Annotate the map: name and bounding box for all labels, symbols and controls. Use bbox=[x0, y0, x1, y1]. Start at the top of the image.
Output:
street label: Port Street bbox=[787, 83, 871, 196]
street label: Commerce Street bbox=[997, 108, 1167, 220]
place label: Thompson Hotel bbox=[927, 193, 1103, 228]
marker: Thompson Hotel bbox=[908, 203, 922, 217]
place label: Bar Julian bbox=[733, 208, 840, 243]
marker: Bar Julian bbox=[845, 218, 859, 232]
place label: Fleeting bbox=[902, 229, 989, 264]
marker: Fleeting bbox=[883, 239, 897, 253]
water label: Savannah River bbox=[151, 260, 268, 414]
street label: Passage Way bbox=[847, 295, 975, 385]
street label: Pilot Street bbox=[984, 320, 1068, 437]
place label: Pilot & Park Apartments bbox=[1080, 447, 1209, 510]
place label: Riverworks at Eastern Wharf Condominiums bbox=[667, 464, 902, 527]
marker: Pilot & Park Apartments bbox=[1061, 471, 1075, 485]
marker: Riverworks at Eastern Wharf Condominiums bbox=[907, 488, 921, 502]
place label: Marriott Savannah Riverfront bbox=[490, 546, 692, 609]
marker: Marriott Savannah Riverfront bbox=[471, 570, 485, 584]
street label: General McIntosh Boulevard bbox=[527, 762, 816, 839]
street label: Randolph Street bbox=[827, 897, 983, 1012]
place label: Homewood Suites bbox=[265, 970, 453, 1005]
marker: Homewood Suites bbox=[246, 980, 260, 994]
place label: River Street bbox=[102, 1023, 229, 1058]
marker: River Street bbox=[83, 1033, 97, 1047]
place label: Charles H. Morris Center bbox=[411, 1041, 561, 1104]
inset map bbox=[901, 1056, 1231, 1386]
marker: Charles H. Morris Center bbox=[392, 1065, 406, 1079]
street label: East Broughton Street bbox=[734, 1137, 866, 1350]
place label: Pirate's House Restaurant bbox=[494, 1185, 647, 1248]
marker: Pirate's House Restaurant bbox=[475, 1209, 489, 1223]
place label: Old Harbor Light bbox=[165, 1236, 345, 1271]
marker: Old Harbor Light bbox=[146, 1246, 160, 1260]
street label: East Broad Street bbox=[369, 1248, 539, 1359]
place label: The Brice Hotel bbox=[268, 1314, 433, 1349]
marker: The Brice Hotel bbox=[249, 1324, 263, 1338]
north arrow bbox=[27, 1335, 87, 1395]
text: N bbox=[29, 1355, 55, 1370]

* * *

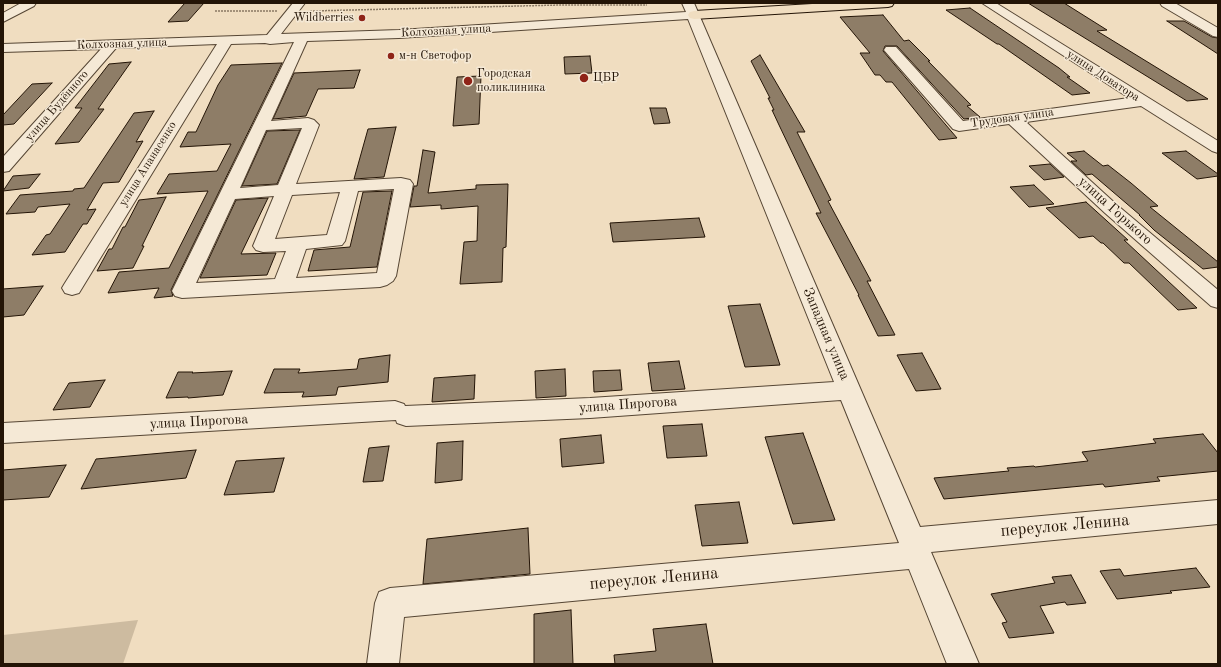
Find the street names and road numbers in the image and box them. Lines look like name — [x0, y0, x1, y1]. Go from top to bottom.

...

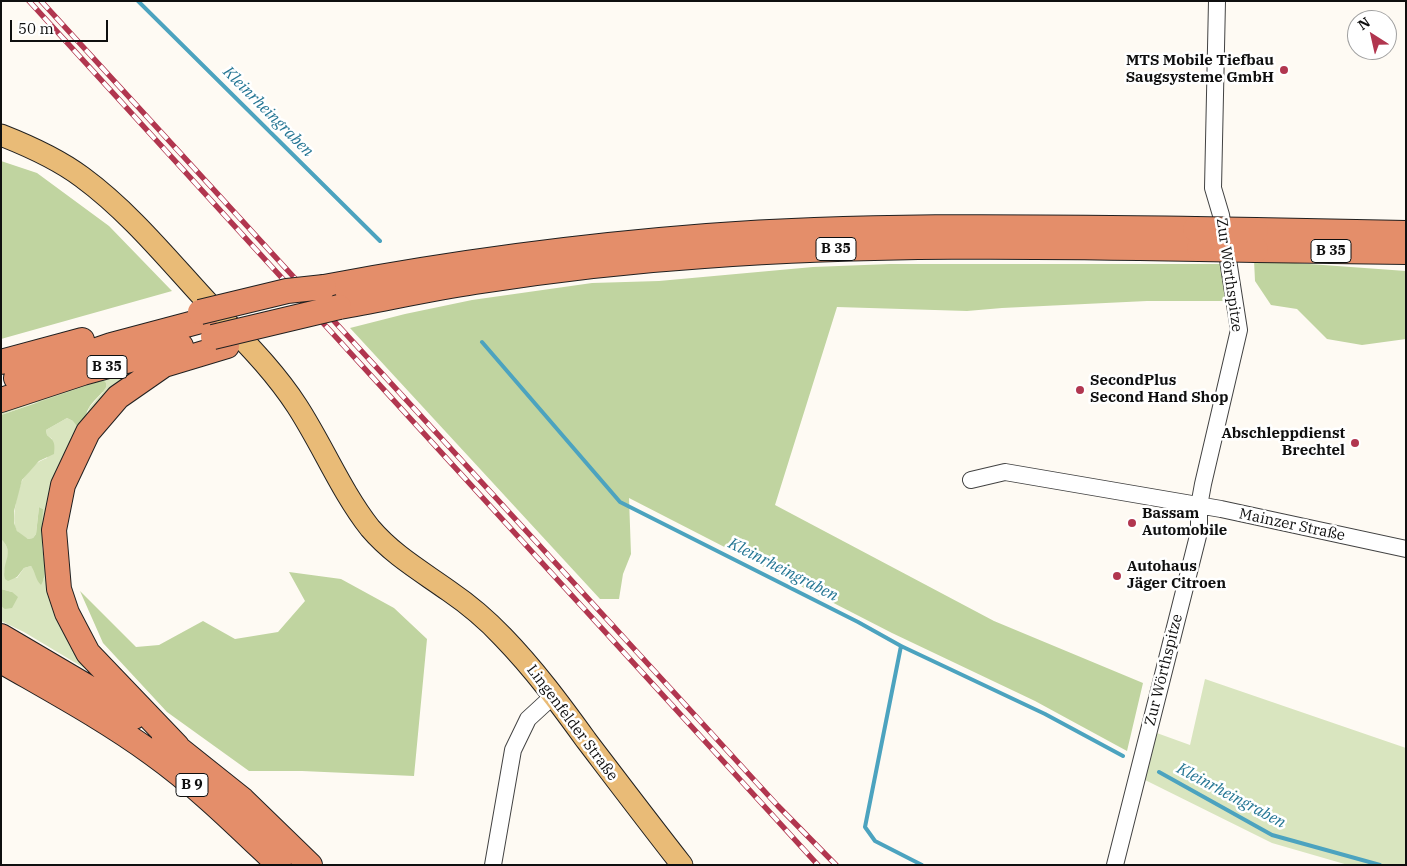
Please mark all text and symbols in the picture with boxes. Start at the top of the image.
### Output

- INSTRUCTIONS FOR THE TASK
A copy of each line above that holds the word "Start" is the expected answer.

- ANSWER SECTION
Annotate the map: name and bounding box for all labels, symbols and controls. Use bbox=[x0, y0, x1, y1]. Start at the top of the image.
Please mark all text and symbols in the picture with boxes. Start at the top of the image.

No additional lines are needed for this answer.